═══ TASK MATERIAL ═══

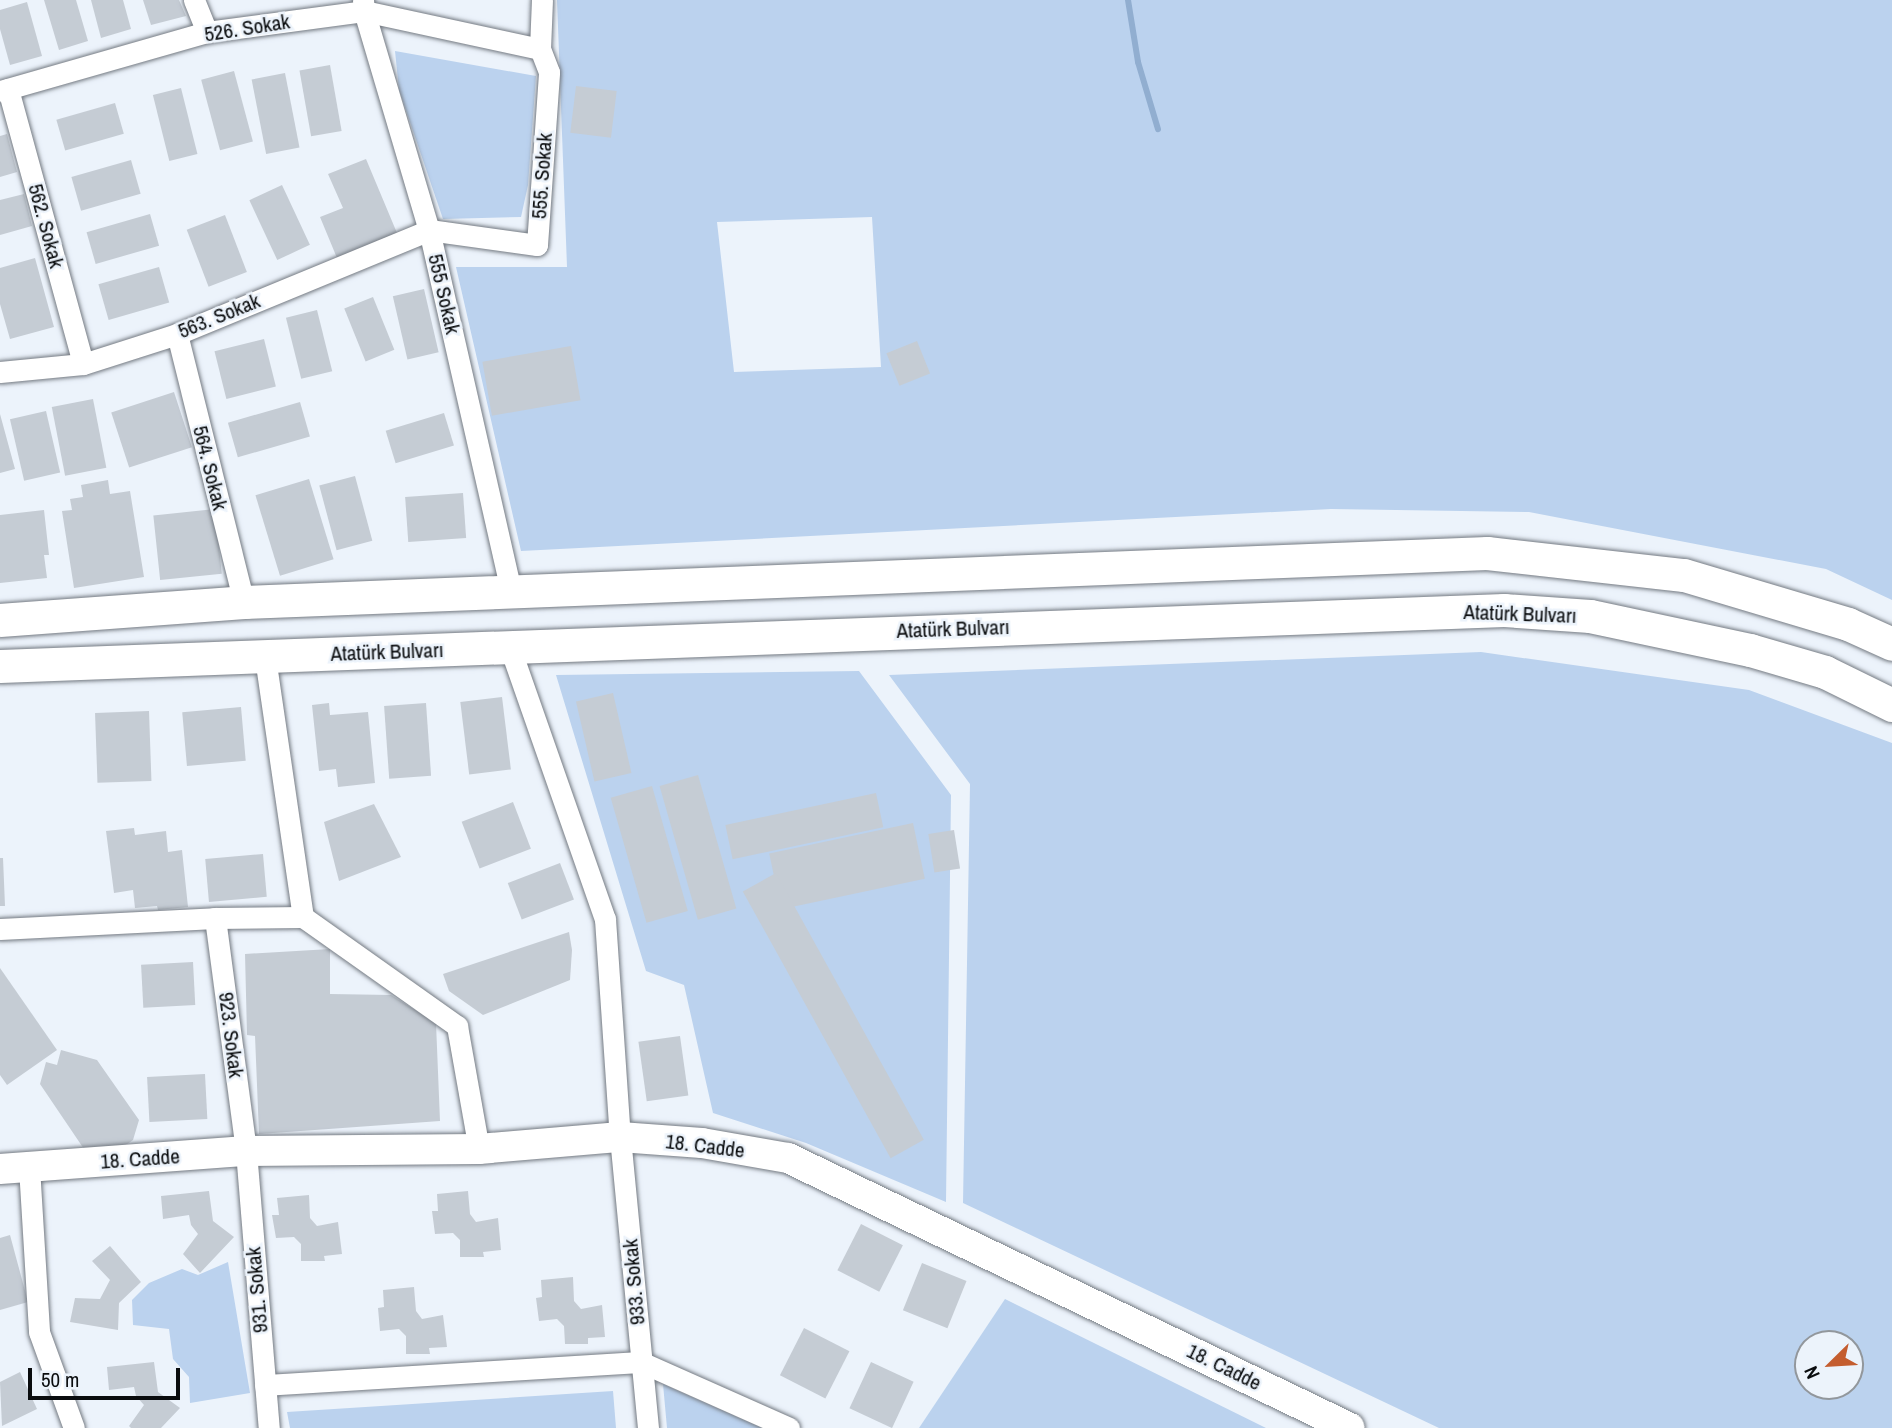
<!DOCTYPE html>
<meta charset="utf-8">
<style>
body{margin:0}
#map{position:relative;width:1892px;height:1428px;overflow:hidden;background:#ecf3fb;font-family:"Archivo Narrow",sans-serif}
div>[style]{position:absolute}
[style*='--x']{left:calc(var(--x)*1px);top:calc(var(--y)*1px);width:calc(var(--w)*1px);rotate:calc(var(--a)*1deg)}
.green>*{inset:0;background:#bbd2ee}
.stream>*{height:6px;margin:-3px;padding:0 3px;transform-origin:3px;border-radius:3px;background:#91aed0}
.building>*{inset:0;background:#c5ccd4;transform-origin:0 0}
.roads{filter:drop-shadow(0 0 2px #747a82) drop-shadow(0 0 2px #747a82)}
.street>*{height:21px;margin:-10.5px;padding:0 10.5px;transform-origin:10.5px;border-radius:10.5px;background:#fff}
.secondary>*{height:30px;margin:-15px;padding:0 15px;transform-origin:15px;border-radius:15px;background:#fff}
.primary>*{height:33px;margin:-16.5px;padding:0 16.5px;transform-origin:16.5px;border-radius:16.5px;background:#fff}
span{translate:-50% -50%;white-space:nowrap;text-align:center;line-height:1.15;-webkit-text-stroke:5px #ecf3fb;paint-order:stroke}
.street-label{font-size:21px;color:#0a0c0e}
.north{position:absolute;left:1794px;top:1330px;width:70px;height:70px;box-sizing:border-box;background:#ecf3fb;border:2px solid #92979c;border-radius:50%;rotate:246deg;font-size:19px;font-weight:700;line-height:28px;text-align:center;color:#0a0c0e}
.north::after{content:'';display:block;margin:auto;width:24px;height:32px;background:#c45d2f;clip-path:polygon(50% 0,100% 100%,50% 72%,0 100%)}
.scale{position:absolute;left:28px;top:1368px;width:152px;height:32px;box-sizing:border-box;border:4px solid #0a0c0e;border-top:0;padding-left:9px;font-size:21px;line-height:24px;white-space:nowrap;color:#0a0c0e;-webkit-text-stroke:5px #ecf3fb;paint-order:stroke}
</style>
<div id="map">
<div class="green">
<div style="clip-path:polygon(evenodd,557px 0,1892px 0,1892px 600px,1826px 569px,1529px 512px,1331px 509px,521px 551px,456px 267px,567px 267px,557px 0,872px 217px,881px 367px,734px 372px,717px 222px,872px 217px)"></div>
<div style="clip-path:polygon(395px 51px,536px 76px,528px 185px,521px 217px,443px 219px,399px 90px)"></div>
<div style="clip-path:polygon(evenodd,1481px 652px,1749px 690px,1892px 743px,1892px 1428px,1439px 1428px,963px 1203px,970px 784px,889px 675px,1481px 652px,1808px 1344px,1850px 1344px,1850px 1386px,1808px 1386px,1808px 1344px)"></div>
<div style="clip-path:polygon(859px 671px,951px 795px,946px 1202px,806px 1143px,713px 1113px,684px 985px,646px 971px,556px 675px)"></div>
<div style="clip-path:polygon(228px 1262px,250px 1393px,190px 1403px,189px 1377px,173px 1359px,169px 1329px,133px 1325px,132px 1300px,149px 1283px,182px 1269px,198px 1275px)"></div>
<div style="clip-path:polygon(1005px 1299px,1266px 1428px,919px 1428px)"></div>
<div style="clip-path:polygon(663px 1384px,676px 1390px,762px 1428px,667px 1428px)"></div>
<div style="clip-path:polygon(613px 1391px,616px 1428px,290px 1428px,287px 1412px)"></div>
</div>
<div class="stream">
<div style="--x:1128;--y:0;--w:63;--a:80.8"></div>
<div style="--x:1138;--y:62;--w:70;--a:73.4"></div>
</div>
<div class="building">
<div style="clip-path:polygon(44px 0,76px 0,88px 41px,59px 50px)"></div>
<div style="clip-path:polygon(91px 0,123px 0,131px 29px,101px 38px)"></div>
<div style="clip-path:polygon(143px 0,179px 0,186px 16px,151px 25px)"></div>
<div style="clip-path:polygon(27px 2px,42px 56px,10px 65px,0 29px,0 10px)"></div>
<div style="left:330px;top:65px;width:67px;height:31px;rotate:80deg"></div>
<div style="left:234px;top:71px;width:73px;height:34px;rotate:75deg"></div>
<div style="left:285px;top:73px;width:76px;height:34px;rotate:79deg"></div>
<div style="left:576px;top:86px;width:41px;height:47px;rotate:7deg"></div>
<div style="left:181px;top:88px;width:68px;height:29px;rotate:76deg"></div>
<div style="left:115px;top:103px;width:32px;height:61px;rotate:74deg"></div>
<div style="clip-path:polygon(7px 134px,17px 172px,0 177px,0 136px)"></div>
<div style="clip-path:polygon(366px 159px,397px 233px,337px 258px,320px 217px,343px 208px,328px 174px)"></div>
<div style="left:131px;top:160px;width:35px;height:62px;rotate:74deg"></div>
<div style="left:282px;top:185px;width:66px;height:36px;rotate:65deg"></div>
<div style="clip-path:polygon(24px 194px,32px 226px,0 235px,0 200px)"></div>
<div style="left:150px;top:214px;width:33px;height:66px;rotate:74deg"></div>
<div style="left:225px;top:215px;width:61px;height:41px;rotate:69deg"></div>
<div style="clip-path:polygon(35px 258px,54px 327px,10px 339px,0 304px,0 268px)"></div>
<div style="left:159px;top:267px;width:37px;height:63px;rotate:74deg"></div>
<div style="left:424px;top:289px;width:65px;height:32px;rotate:77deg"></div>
<div style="left:373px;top:297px;width:57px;height:31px;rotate:68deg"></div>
<div style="left:317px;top:310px;width:63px;height:32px;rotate:76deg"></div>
<div style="left:264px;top:339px;width:49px;height:51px;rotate:76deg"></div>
<div style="left:917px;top:341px;width:35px;height:33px;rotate:68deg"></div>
<div style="left:571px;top:346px;width:55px;height:90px;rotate:80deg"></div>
<div style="left:174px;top:392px;width:58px;height:66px;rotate:72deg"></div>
<div style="left:93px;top:399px;width:70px;height:42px;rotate:79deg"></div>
<div style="left:300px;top:402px;width:36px;height:75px;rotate:74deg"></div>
<div style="left:46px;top:411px;width:63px;height:37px;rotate:77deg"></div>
<div style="left:444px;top:413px;width:34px;height:61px;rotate:73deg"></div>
<div style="clip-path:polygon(0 414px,15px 469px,0 473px)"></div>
<div style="left:355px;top:476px;width:67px;height:37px;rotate:75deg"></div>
<div style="left:309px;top:479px;width:84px;height:56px;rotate:73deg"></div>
<div style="clip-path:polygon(108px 480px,110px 494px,130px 491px,144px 577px,74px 588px,62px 511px,72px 510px,70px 499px,83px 497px,81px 485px)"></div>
<div style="left:463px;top:493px;width:45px;height:58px;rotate:86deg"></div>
<div style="left:215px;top:509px;width:65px;height:62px;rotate:84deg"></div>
<div style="clip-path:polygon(44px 510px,49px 555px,44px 555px,47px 578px,0 583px,0 515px)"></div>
<div style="left:613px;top:693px;width:82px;height:38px;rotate:77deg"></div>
<div style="left:502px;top:697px;width:73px;height:42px;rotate:83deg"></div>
<div style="clip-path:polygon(329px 703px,330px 715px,368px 712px,375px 783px,338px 787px,336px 769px,319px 771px,312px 705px)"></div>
<div style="left:426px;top:703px;width:73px;height:42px;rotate:86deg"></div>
<div style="left:241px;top:707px;width:54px;height:59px;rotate:85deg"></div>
<div style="left:149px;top:711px;width:70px;height:54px;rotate:88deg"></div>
<div style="left:698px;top:775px;width:139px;height:40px;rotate:74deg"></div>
<div style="left:652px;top:786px;width:130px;height:43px;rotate:74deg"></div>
<div style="left:876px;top:793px;width:35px;height:154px;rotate:78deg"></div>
<div style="left:513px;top:802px;width:50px;height:55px;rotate:69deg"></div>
<div style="clip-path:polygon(374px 804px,401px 857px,339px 881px,324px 822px)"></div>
<div style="left:913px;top:823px;width:57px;height:147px;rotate:78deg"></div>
<div style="clip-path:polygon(134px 828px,135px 835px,166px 831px,168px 852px,182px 850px,188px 907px,158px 910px,157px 906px,135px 908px,133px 890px,114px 893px,106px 831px)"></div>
<div style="left:954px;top:830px;width:39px;height:26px;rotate:81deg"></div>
<div style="left:263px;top:854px;width:43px;height:58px;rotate:85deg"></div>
<div style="clip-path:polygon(0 858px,3px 858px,5px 906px,0 906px)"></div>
<div style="left:560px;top:863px;width:39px;height:56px;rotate:69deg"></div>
<div style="left:776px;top:873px;width:305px;height:38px;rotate:61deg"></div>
<div style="clip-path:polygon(569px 932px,572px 950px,570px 980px,483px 1015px,449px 991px,443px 974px)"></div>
<div style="clip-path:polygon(330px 949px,330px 994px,391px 995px,436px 1023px,440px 1121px,259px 1134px,255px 1036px,247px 1035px,245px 954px)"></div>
<div style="left:193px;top:962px;width:43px;height:52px;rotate:87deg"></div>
<div style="clip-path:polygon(0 968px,57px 1050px,7px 1085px,0 1075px)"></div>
<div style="left:680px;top:1036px;width:60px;height:42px;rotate:82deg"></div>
<div style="clip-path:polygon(61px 1050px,97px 1060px,139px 1120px,133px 1140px,107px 1158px,86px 1152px,40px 1084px,46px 1062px,57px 1065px)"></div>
<div style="left:205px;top:1074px;width:45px;height:58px;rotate:87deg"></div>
<div style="clip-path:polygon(209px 1191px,213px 1221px,234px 1237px,200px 1273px,183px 1254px,198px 1234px,191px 1225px,189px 1215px,163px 1219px,161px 1196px)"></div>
<div style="clip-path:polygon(468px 1191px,470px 1214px,476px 1222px,498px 1218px,501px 1250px,483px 1252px,484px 1257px,460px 1257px,460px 1240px,453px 1233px,435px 1234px,432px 1211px,438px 1211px,437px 1194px)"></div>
<div style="clip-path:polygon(309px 1195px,310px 1218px,317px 1226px,338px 1222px,342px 1254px,324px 1256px,325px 1261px,301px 1261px,301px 1244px,294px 1237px,276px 1238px,272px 1215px,279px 1215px,277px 1198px)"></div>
<div style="left:861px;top:1224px;width:47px;height:52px;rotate:27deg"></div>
<div style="clip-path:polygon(10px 1235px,28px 1302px,0 1310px,0 1238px)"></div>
<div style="clip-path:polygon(110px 1246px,141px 1282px,119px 1303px,118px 1330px,70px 1322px,75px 1298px,100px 1299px,110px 1280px,92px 1261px)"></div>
<div style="left:922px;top:1263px;width:48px;height:51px;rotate:22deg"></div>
<div style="clip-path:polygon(573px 1277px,574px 1301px,581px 1309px,602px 1305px,605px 1337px,588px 1338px,588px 1344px,565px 1344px,564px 1326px,557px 1319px,539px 1321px,536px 1298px,542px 1297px,541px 1280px)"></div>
<div style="clip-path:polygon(414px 1287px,416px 1311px,422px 1319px,443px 1315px,447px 1347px,429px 1348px,430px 1354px,406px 1354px,406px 1336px,399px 1329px,380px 1331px,378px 1308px,384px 1307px,383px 1290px)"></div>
<div style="left:804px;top:1328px;width:51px;height:53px;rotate:27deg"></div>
<div style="clip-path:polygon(154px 1362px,158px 1392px,180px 1408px,161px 1428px,131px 1428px,129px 1426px,144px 1405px,136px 1396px,134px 1387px,109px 1390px,107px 1367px)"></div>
<div style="left:871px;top:1362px;width:47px;height:51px;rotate:25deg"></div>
<div style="clip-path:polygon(20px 1372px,37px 1409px,2px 1426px,0 1382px)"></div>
</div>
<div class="roads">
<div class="street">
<div style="--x:194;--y:0;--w:35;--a:68"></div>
<div style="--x:363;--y:0;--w:11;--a:85"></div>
<div style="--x:364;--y:11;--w:228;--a:73.5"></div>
<div style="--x:429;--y:230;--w:371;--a:77.2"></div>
<div style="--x:8;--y:89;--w:285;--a:74.7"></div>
<div style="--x:0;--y:91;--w:215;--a:-15.9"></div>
<div style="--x:207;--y:32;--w:158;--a:-7.6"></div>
<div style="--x:364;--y:11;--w:180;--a:12.2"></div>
<div style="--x:177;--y:334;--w:276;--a:76"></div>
<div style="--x:0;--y:372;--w:83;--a:-5.5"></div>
<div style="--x:83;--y:364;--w:99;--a:-17.7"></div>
<div style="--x:177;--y:334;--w:273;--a:-22.4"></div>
<div style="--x:429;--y:230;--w:109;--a:7.9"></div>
<div style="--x:537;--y:245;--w:173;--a:-86"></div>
<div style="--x:549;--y:72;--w:25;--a:-111"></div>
<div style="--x:540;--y:49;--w:49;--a:-87.7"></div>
<div style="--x:510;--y:648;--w:287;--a:70.7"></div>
<div style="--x:605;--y:919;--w:219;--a:86.1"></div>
<div style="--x:620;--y:1137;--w:292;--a:84.5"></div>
<div style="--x:265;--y:657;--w:263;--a:81.7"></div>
<div style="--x:215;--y:918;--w:235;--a:82.4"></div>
<div style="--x:246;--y:1151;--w:278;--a:85.3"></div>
<div style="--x:0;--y:929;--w:215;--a:-2.9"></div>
<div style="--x:215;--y:918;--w:88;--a:-0.7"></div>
<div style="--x:303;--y:917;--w:189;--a:35.3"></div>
<div style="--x:457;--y:1026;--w:125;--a:79.9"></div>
<div style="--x:29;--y:1167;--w:165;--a:86.5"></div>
<div style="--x:39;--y:1332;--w:102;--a:70"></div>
<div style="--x:265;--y:1385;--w:377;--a:-3.5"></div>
<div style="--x:641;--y:1362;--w:162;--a:24"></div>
</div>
<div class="secondary">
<div style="--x:0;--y:1169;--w:247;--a:-4.2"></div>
<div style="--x:246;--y:1151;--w:233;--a:-0.5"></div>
<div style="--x:479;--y:1149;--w:142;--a:-4.9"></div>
<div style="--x:620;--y:1137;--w:82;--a:4.2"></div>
<div style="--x:702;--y:1143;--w:87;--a:9.9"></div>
<div style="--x:788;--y:1158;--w:623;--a:25.66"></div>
</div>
<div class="primary">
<div style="--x:0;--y:620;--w:245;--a:-4.2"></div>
<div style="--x:244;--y:602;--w:1244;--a:-2.26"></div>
<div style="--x:1487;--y:553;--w:198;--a:6.4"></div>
<div style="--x:1684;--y:575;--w:171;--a:16.6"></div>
<div style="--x:1848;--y:624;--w:48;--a:24.4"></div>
<div style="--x:0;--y:666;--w:1505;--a:-2.13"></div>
<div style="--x:1504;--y:610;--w:86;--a:4"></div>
<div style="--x:1590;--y:616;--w:164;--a:12"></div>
<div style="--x:1750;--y:650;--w:78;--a:16.3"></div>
<div style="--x:1825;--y:672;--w:75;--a:26.2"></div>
</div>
</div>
<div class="street-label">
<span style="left:247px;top:28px;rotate:-9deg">526. Sokak</span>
<span style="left:542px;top:176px;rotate:-86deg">555. Sokak</span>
<span style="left:46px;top:226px;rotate:75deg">562. Sokak</span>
<span style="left:444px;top:294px;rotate:77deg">555 Sokak</span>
<span style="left:219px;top:316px;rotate:-22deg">563. Sokak</span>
<span style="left:210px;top:468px;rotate:76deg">564. Sokak</span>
<span style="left:1520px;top:614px;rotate:2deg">Atatürk Bulvarı</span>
<span style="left:953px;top:629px;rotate:-2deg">Atatürk Bulvarı</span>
<span style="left:387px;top:652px;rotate:-2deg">Atatürk Bulvarı</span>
<span style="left:231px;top:1035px;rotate:83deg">923. Sokak</span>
<span style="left:705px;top:1146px;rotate:7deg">18. Cadde</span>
<span style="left:140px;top:1159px;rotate:-4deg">18. Cadde</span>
<span style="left:634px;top:1282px;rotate:-95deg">933. Sokak</span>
<span style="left:257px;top:1290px;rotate:-95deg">931. Sokak</span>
<span style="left:1224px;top:1367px;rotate:26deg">18. Cadde</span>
</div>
<div class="north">N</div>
<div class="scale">50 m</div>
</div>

═══

For this task, copy every line of the material in which "stream" appears.

RESULT OF THE TASK >>
.stream>*{height:6px;margin:-3px;padding:0 3px;transform-origin:3px;border-radius:3px;background:#91aed0}
<div class="stream">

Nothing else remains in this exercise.